Литмир - Электронная Библиотека
A
A

Стучим. Некоторое время никто не отзывается. Наконец, слабый женский голос: Кто там? Это я, мама! Вскрик. Лязг отодвигаемого запора. Входим. Темно. Ничего не видно. В исподнем выходит отец, дрожащими рунами зажигает коптилку. После первых приветствий, объятий собираются соседи. Кто-то приносит пол-литровую бутылку самогона, больше для порядка, закуска наша, что нашлось в вещмешках. Дома холодно и голодно. Одно слово — оккупация.

Начинаются расспросы: что Москва, как на других фронтах, когда война закончится, скоро ли откроют второй фронт, говорят, погоны ввели, гимн новый. Отвечаем охотно. Слушают хорошо, соскучились по своему.

Старший сын еще до войны поступил в военное училище. Младший призывался мальчишкой, да на войне мужают быстро.

Не сразу обращаю внимание, что родители все время называют моего товарища Ваней. У русских, вроде, не принято давать двойные имена. Может, по паспорту Федя, а дома Ваня. Хотя, опять-таки, странно. Нам пора. Начинаем прощаться. И тут комок подкатывает у меня к горлу. Мой товарищ обнимает мать и говорит: «Мама! Я не Ваня. Я Федя…»

Госпиталь

В медсанбат меня привезли без сознания. Очнулся в небольшой комнате деревенского дома на жестком топчане, прикрытый своей же шинелью. Неожиданно в комнату ввалилась группа военных во главе с плотным небольшого роста бригадным врачом, которого сопровождало медсанбатское начальство. Новую форму уже ввели, но бригврача еще, видимо, не переаттестовали, и он носил старую, с одним ромбом в петлице, по-новому генерал-майор медицинской службы. Бригврач подозрительно посмотрел на меня бинтов не видно: «С чем лежит? Контузия ответил кто-то из сопровождавших. Поднимите рубашку! и он больно ткнул меня двумя пальцами в живот. —

— Кто свидетельствовал? Капитан Иванова. Пять суток ареста! — резко бросил бригврач и, круто повернувшись, вышел из избы.

Свита поспешила за ним.

Я решил, что речь идет обо мне, и расстроился. Перележал бы у себя в санроте. И где у них тут гауптвахта. Холод там, небось, собачий. Вбежала возбужденная капитан Иванова. Где я у вас тут сидеть буду? Да не вы, а я! раздраженно бросила она. И задрав мне рубаху, повторила жест бригврача. У вас еще и тиф! огорченно сказала она. Но я сравнительно хорошо себя чувствую! Это еще цветочки! пообещала она и ушла.

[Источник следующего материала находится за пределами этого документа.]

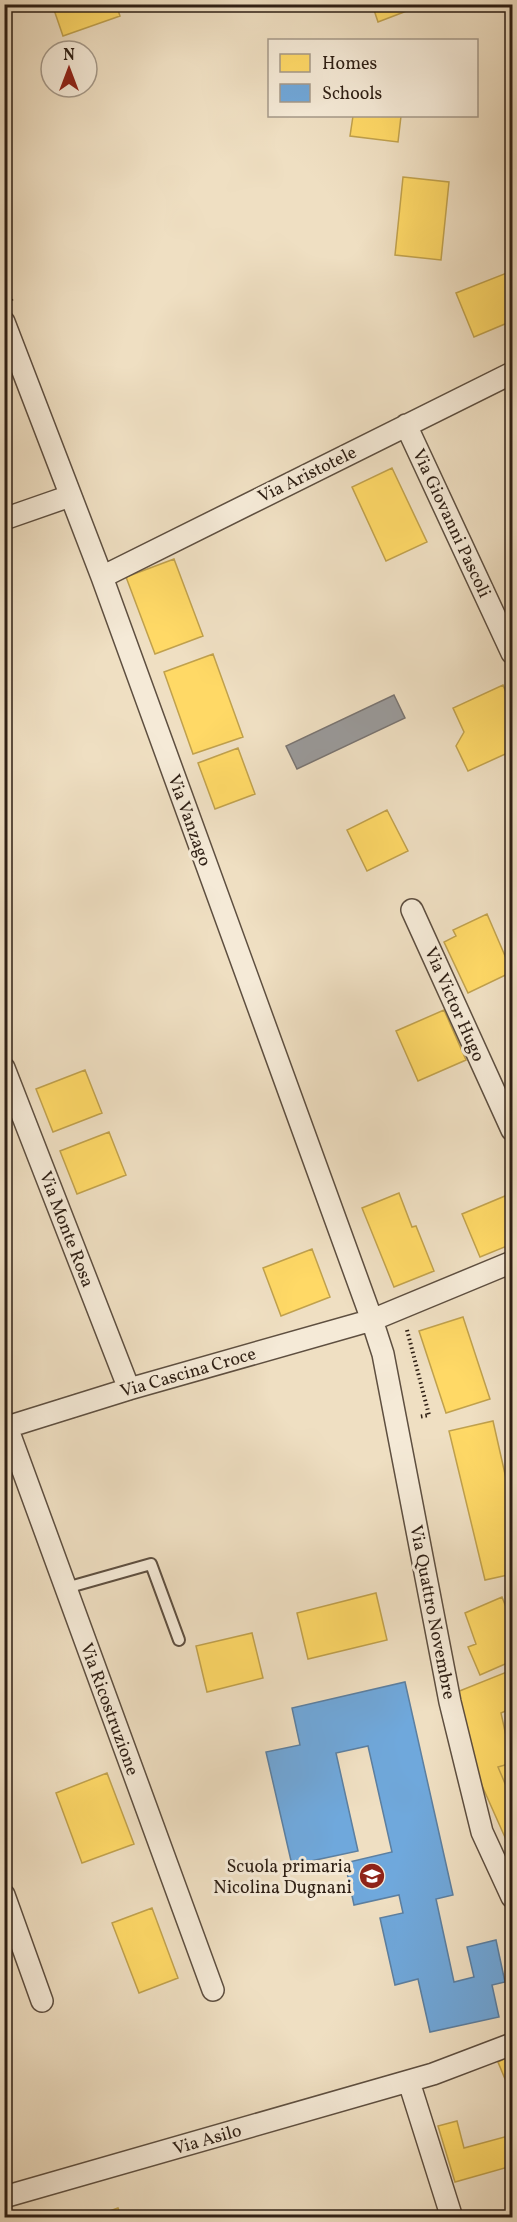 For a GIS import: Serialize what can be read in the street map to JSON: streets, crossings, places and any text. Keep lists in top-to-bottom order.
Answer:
{
  "streets": {
    "street": [
      "Via Aristotele",
      "Via Giovanni Pascoli",
      "Via Vanzago",
      "Via Victor Hugo",
      "Via Monte Rosa",
      "Via Cascina Croce",
      "Via Quattro Novembre",
      "Via Ricostruzione",
      "Via Asilo"
    ]
  },
  "crossings": [
    ["Via Aristotele", "Via Giovanni Pascoli"],
    ["Via Aristotele", "Via Vanzago"],
    ["Via Vanzago", "Via Cascina Croce"],
    ["Via Vanzago", "Via Quattro Novembre"],
    ["Via Monte Rosa", "Via Cascina Croce"],
    ["Via Cascina Croce", "Via Quattro Novembre"],
    ["Via Cascina Croce", "Via Ricostruzione"]
  ],
  "places": {
    "school or university": ["Scuola primaria Nicolina Dugnani"]
  },
  "legend": ["Homes", "Schools"],
  "north": "top"
} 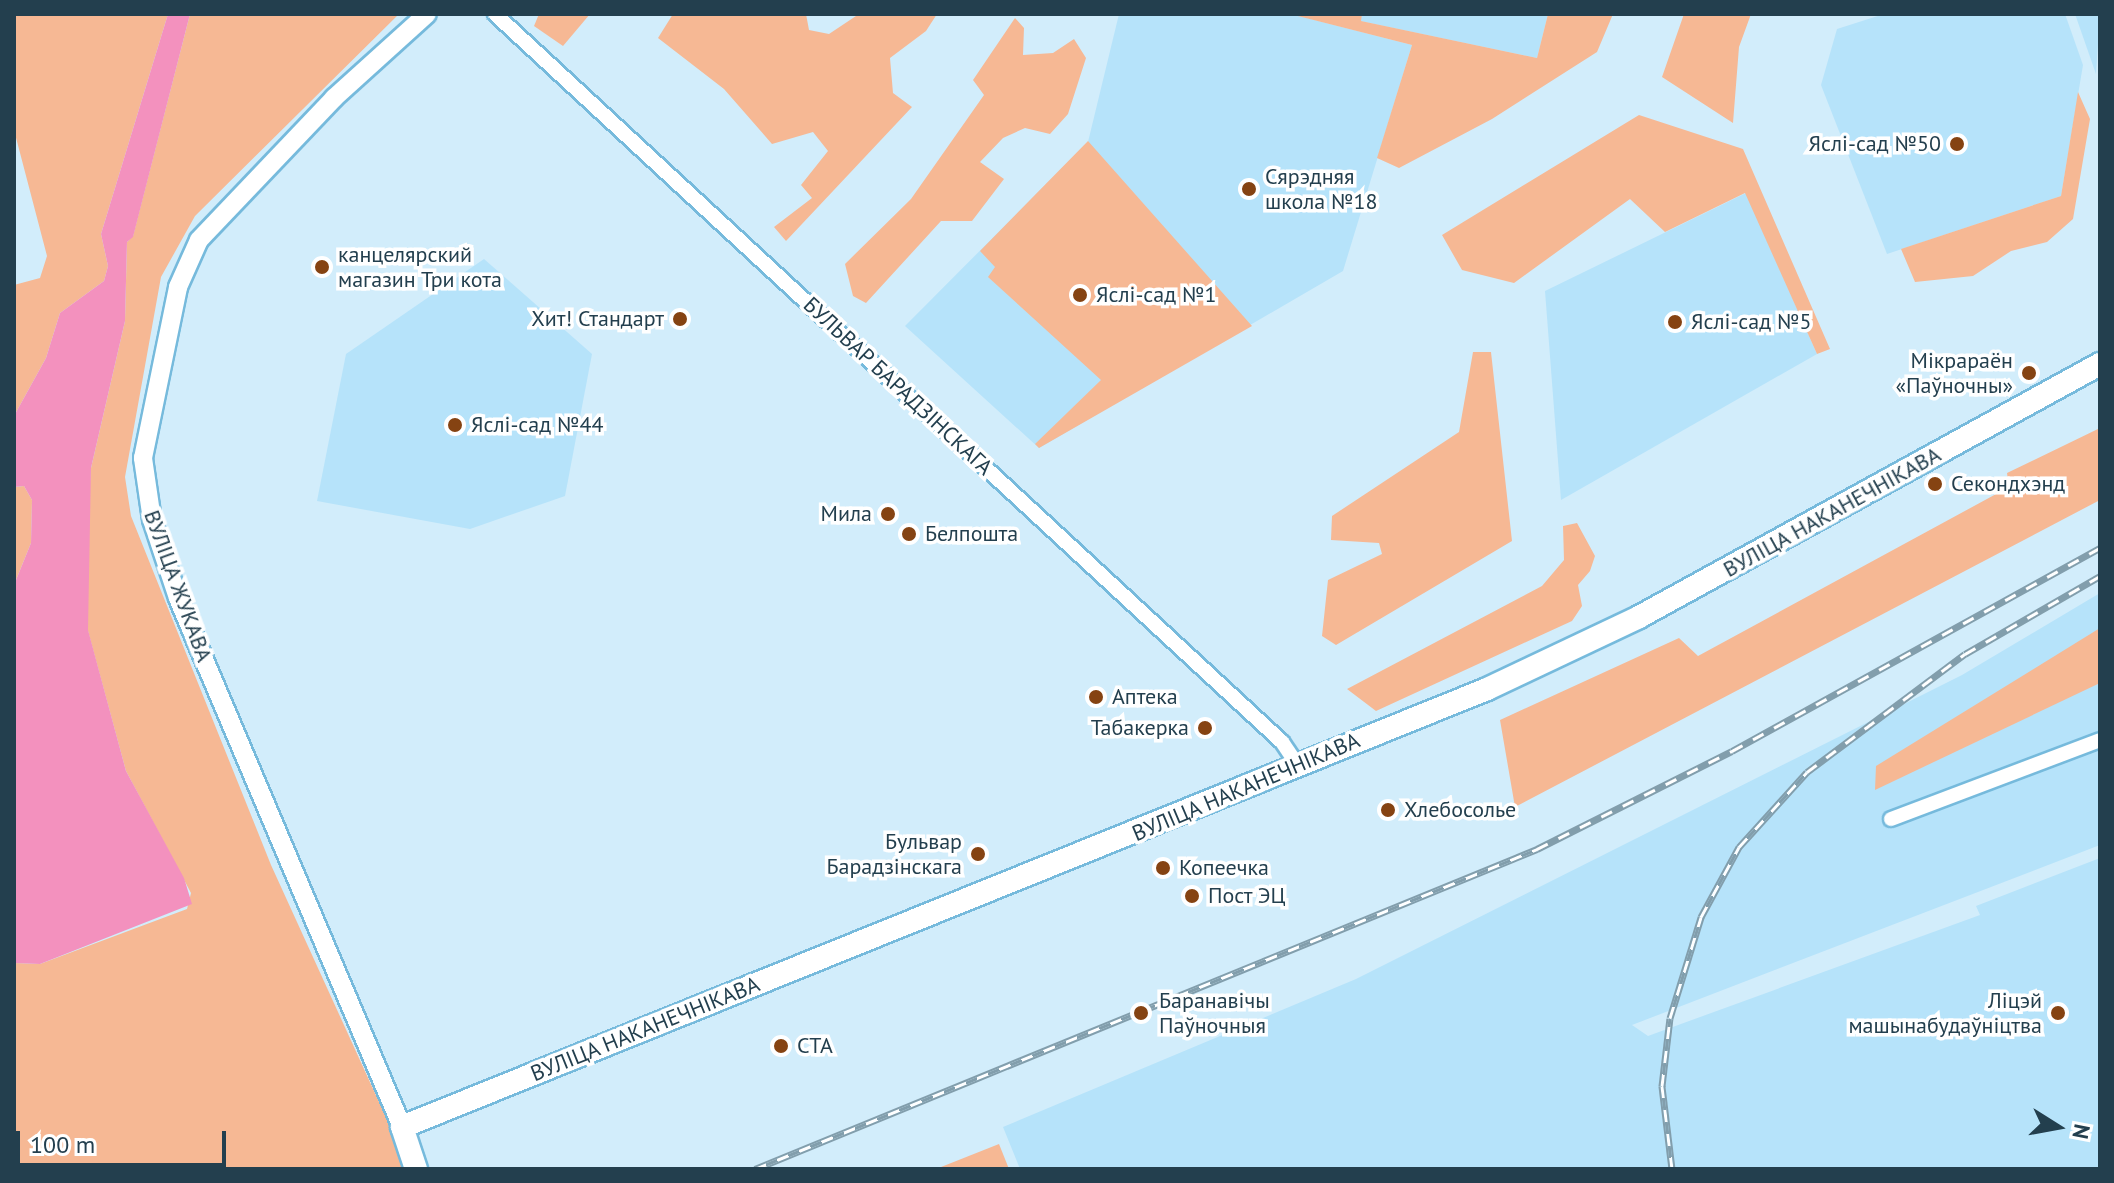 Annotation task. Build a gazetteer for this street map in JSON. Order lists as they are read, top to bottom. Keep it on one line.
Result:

Вскоре мне стало хуже, и я снова потерял сознание. Пришел в себя уже под вечер. Комната была другая, и лежало в ней человек двенадцать. Возле двери, за небольшим столом, на котором стоял сделанный из гильзы светильник, сидела аскетического вида немолодая женщина военный врач, очень похожая на актрису Фаину Раневскую, и что-то быстро и сосредоточенно писала, скорей всего истории болезни.

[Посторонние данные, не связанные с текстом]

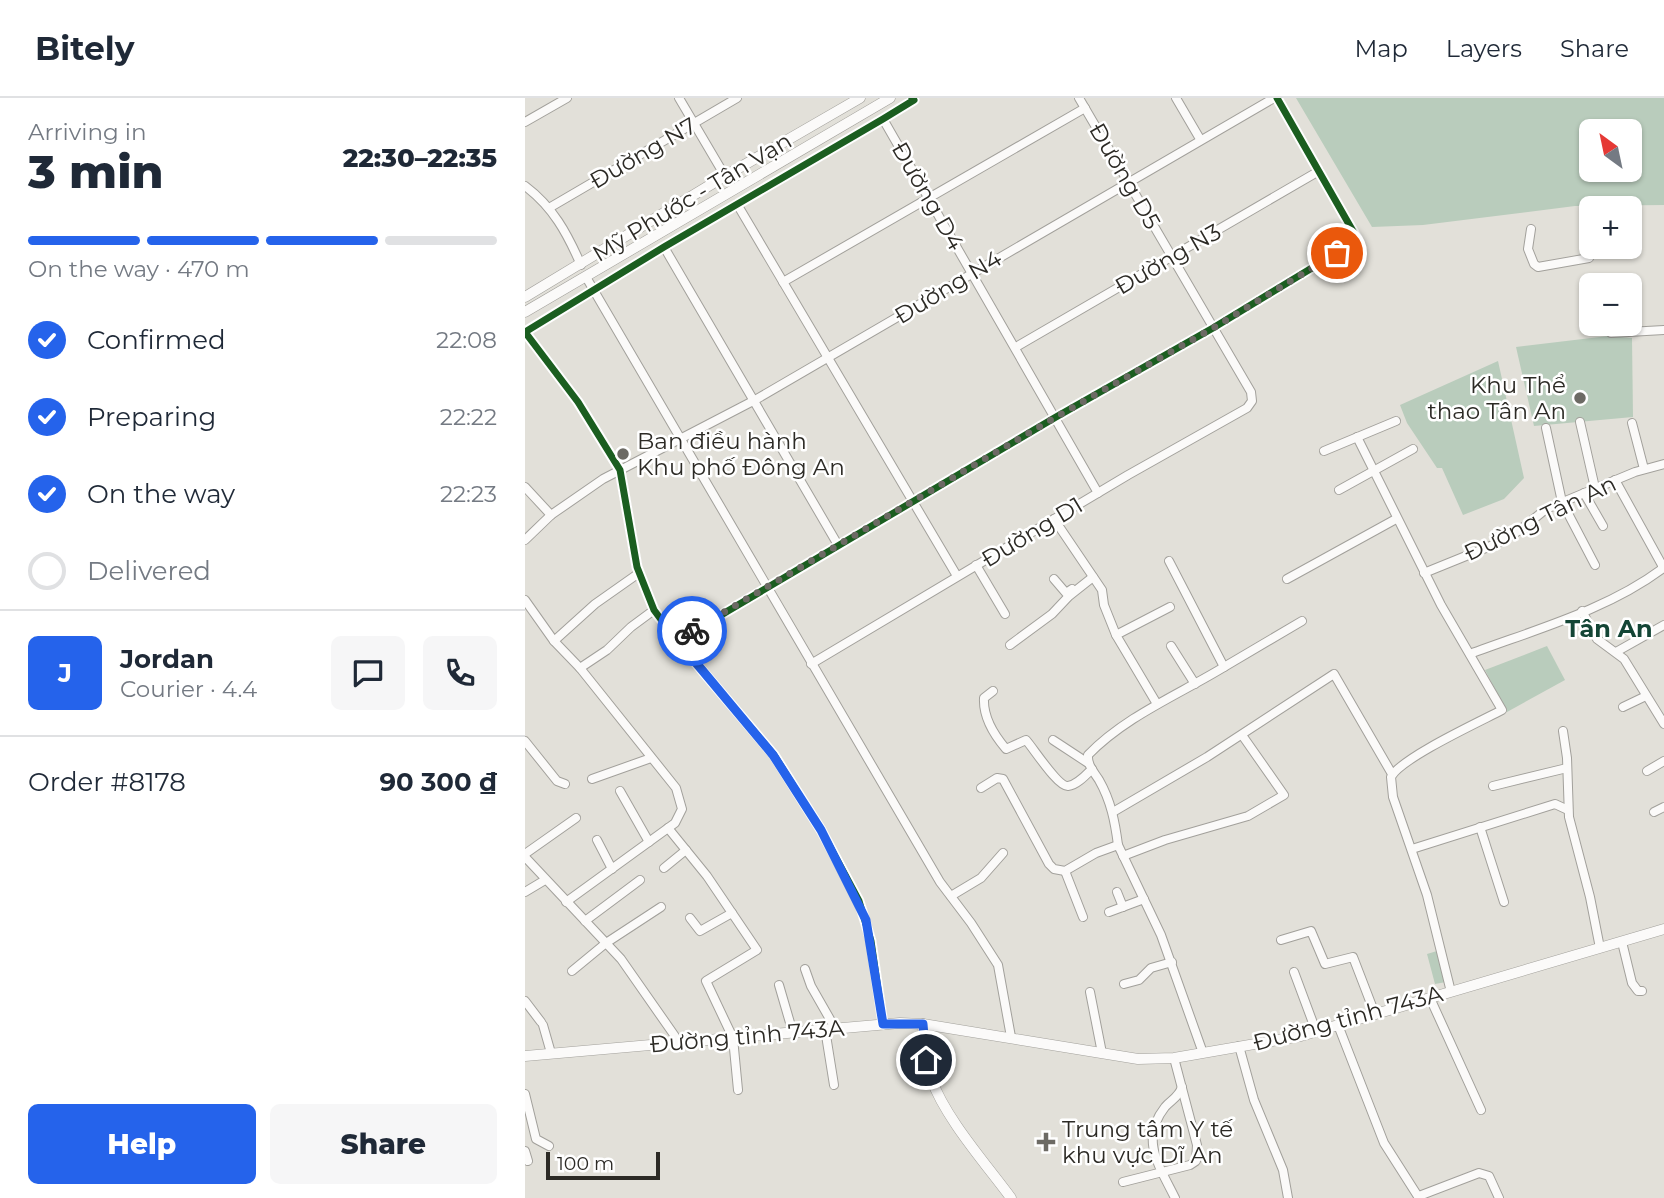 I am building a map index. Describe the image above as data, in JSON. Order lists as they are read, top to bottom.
{
  "streets": {
    "main road": ["Mỹ Phước - Tân Vạn", "Đường tỉnh 743A"],
    "street": [
      "Đường N7",
      "Đường D5",
      "Đường D4",
      "Đường N3",
      "Đường N4",
      "Đường Tân An",
      "Đường D1"
    ]
  },
  "crossings": [
    ["Đường D5", "Đường N3"],
    ["Đường D5", "Đường N4"],
    ["Đường D5", "Đường D1"],
    ["Đường D4", "Đường N3"],
    ["Đường D4", "Đường N4"],
    ["Đường D4", "Đường D1"]
  ],
  "districts": ["Tân An"],
  "places": {
    "other": ["Khu Thể thao Tân An", "Ban điều hành Khu phố Đông An"],
    "health": ["Trung tâm Y tế khu vực Dĩ An"]
  },
  "scale_bar": "100 m",
  "north": "top left",
  "page": {
    "header": "Bitely",
    "nav": ["Map", "Layers", "Share"],
    "heading": ["3 min", "Arriving in", "22:30–22:35"],
    "panel": [
      "Jordan",
      "Courier · 4.4",
      "Order #8178",
      "90 300 ₫"
    ],
    "map_buttons": ["+", "−"],
    "bar": "On the way · 470 m",
    "list": [
      ["Confirmed", "22:08"],
      ["Preparing", "22:22"],
      ["On the way", "22:23"],
      "Delivered"
    ],
    "round": "J",
    "buttons": ["Help", "Share"],
    "scale": "100 m"
  }
}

Я был контужен, все тело налито свинцом, парализованные ноги не двигались, плохо слышал, язык с трудом поворачивался во рту. Но лежать, в общем, было хорошо и покойно. После непрерывного, порой нечеловеческого напряжения переднего края было тепло и уютно. Главное живой. Авось, помереть теперь медики не дадут.

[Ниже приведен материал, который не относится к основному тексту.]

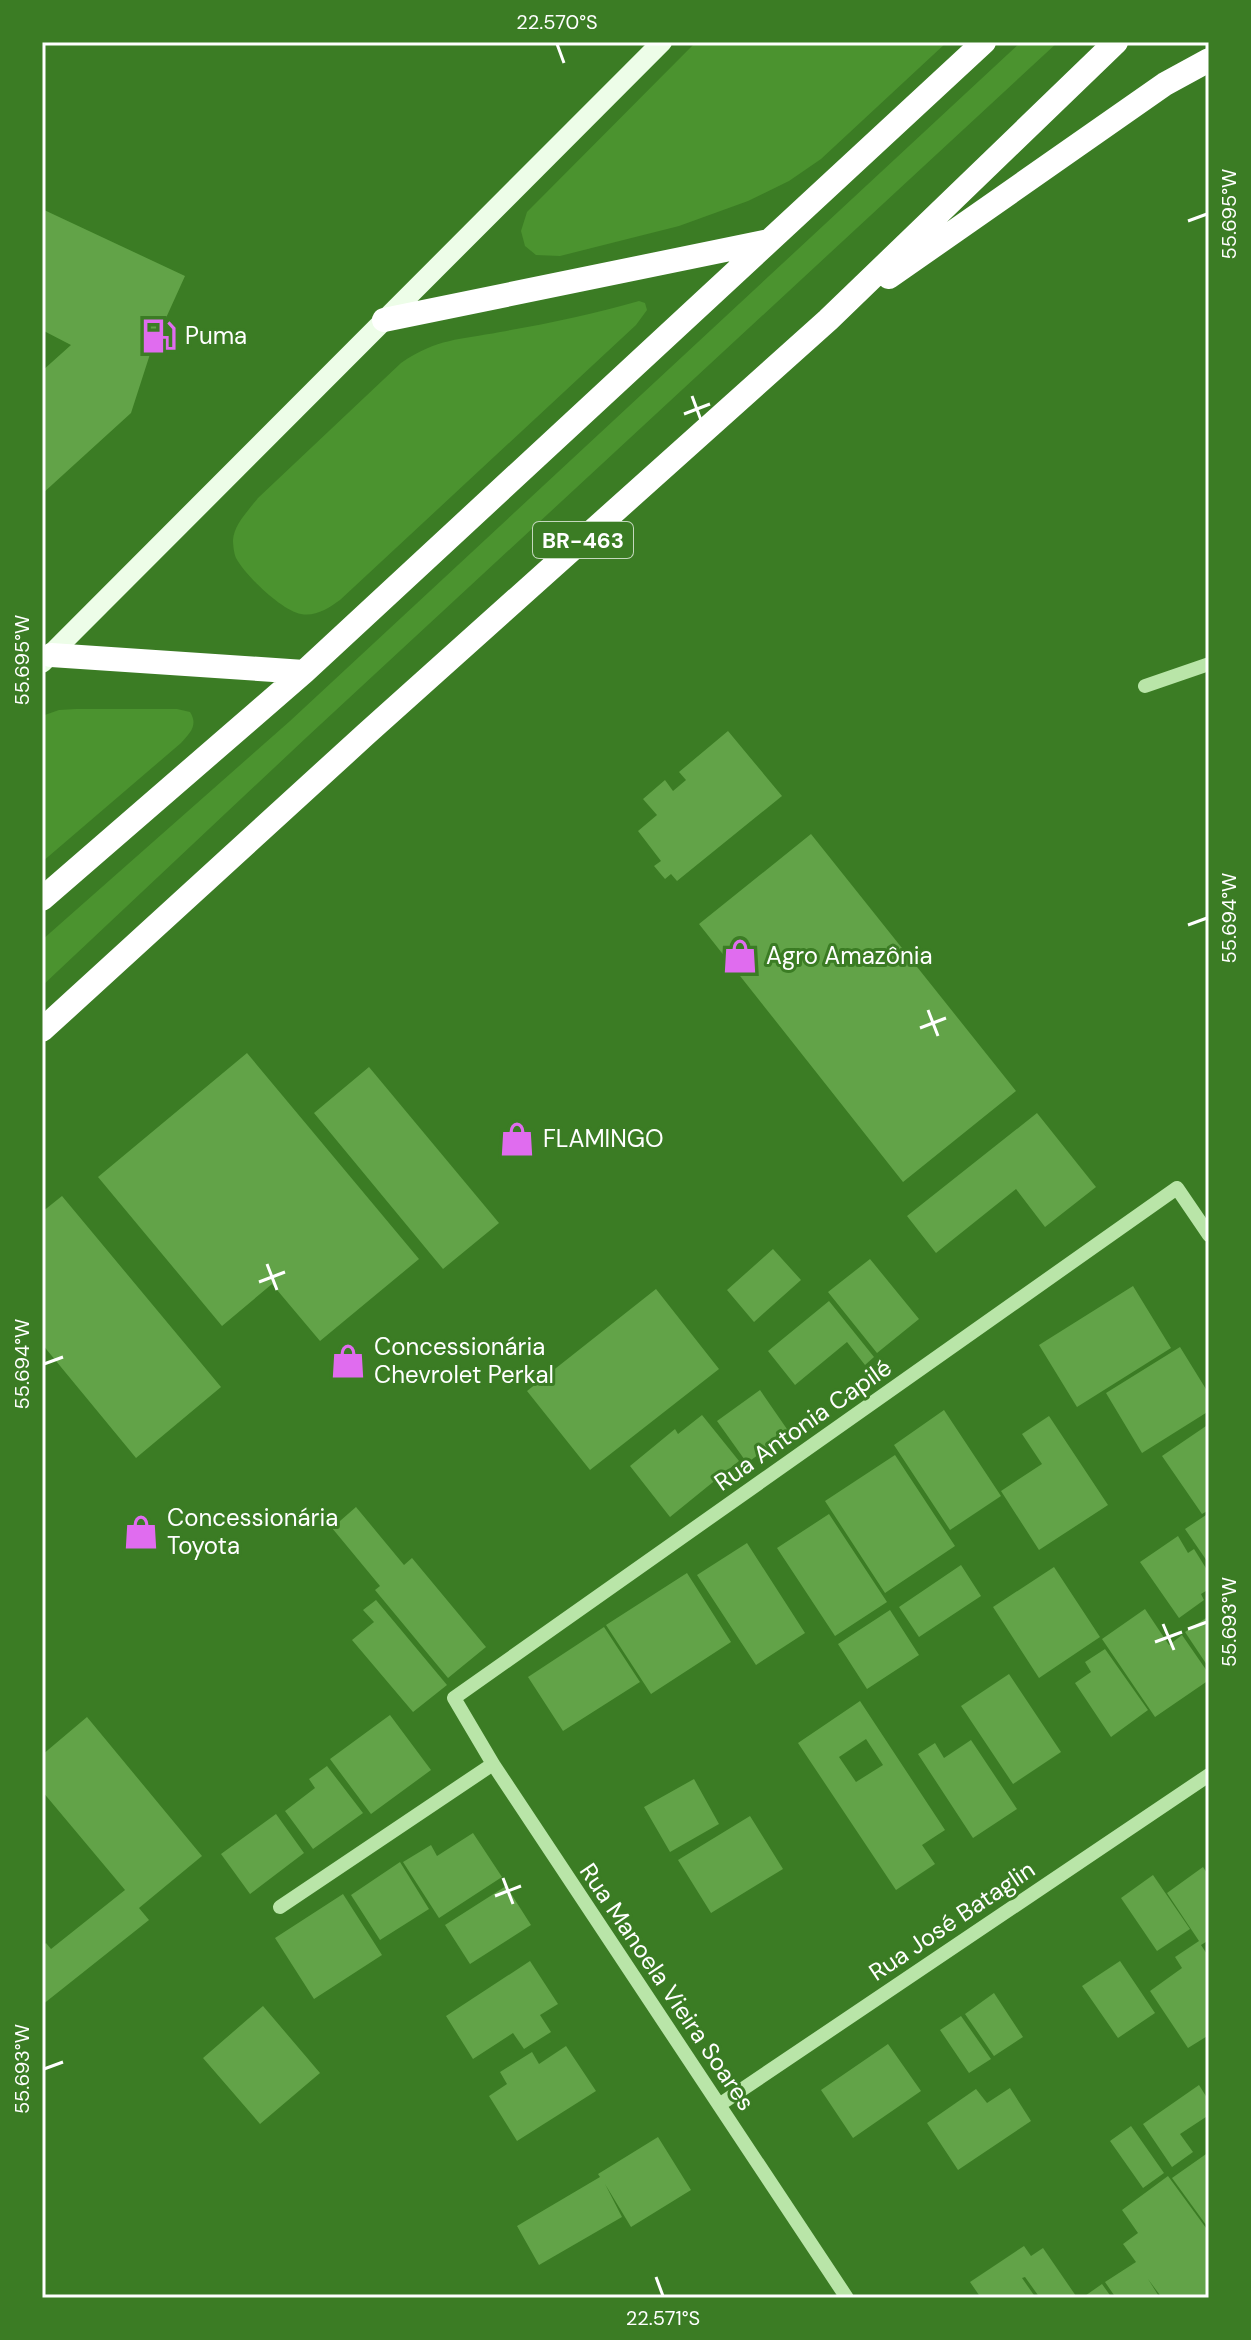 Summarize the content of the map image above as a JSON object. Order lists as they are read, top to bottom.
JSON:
{
  "streets": {
    "highway": ["BR-463"],
    "street": ["Rua Antonia Capilé", "Rua José Bataglin", "Rua Manoela Vieira Soares"]
  },
  "crossings": [
    ["Rua Antonia Capilé", "Rua Manoela Vieira Soares"],
    ["Rua José Bataglin", "Rua Manoela Vieira Soares"]
  ],
  "places": {
    "fuel station": ["Puma"],
    "shop": [
      "Agro Amazônia",
      "FLAMINGO",
      "Concessionária Chevrolet Perkal",
      "Concessionária Toyota"
    ]
  },
  "coordinates": [
    "22.570°S",
    "55.695°W",
    "55.694°W",
    "55.693°W",
    "22.571°S"
  ]
}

С грустью вспомнил: когда увозили из санроты, из землянки полевой почты выскочила девушка и, размахивая руками, прокричала: «Письма тебе!» Но машина не остановилась. Светало, и надо было поскорей убираться. Так я их никогда и не получил.

У противоположной стены лежал солдат. Он был без сознания, бредил и конвульсивными движениями все старался разорвать бинты, которыми был привязан к койке. «Да помогите же ему!» не выдержал я. Докторша оторвалась от писания и, посмотрев на меня из своих добрых морщинок умными глазами, с грустной полуулыбкой сказала: «Если я даже лягу рядом, ему уже ничего не поможет!..»

Из медсанбата меня перевезли в госпиталь в Шахты. Везли в автомобиле «Форд». В кузове, на скамьях сидели легко раненные и больные, а между ними были вдвинуты одни-единственные носилки со мной. Время от времени на кочках и воронках от снарядов и мин машина подпрыгивала, я ударялся головой о перекладину носилок, и сознание ненадолго возвращалось.

В приемном покое вестибюле новой двухэтажной школы никакой мебели, кроме моих носилок, не было. Маявшиеся в ожидании госпитализации легко раненные и больные иногда присаживались прямо на меня, не без оснований полагая, что уже можно… Но я этого почти не чувствовал, лишь на секунду, сквозь пелену тумана, смутно видел какую-то фигуру, да и сказать ничего не мог речь утратилась окончательно.

На минуту проснулся, когда меня погрузили в ванну. Сразу стало тепло и хорошо. И уж совсем непонятно было, почему так горько плачет хлопочущая надо мной пожилая женщина в белом халате. Я ее запомнил, и когда недели через две стал приходить в себя, спросил: «Что вы так плакали? Плакала, что ты такой молодой, и умираешь…»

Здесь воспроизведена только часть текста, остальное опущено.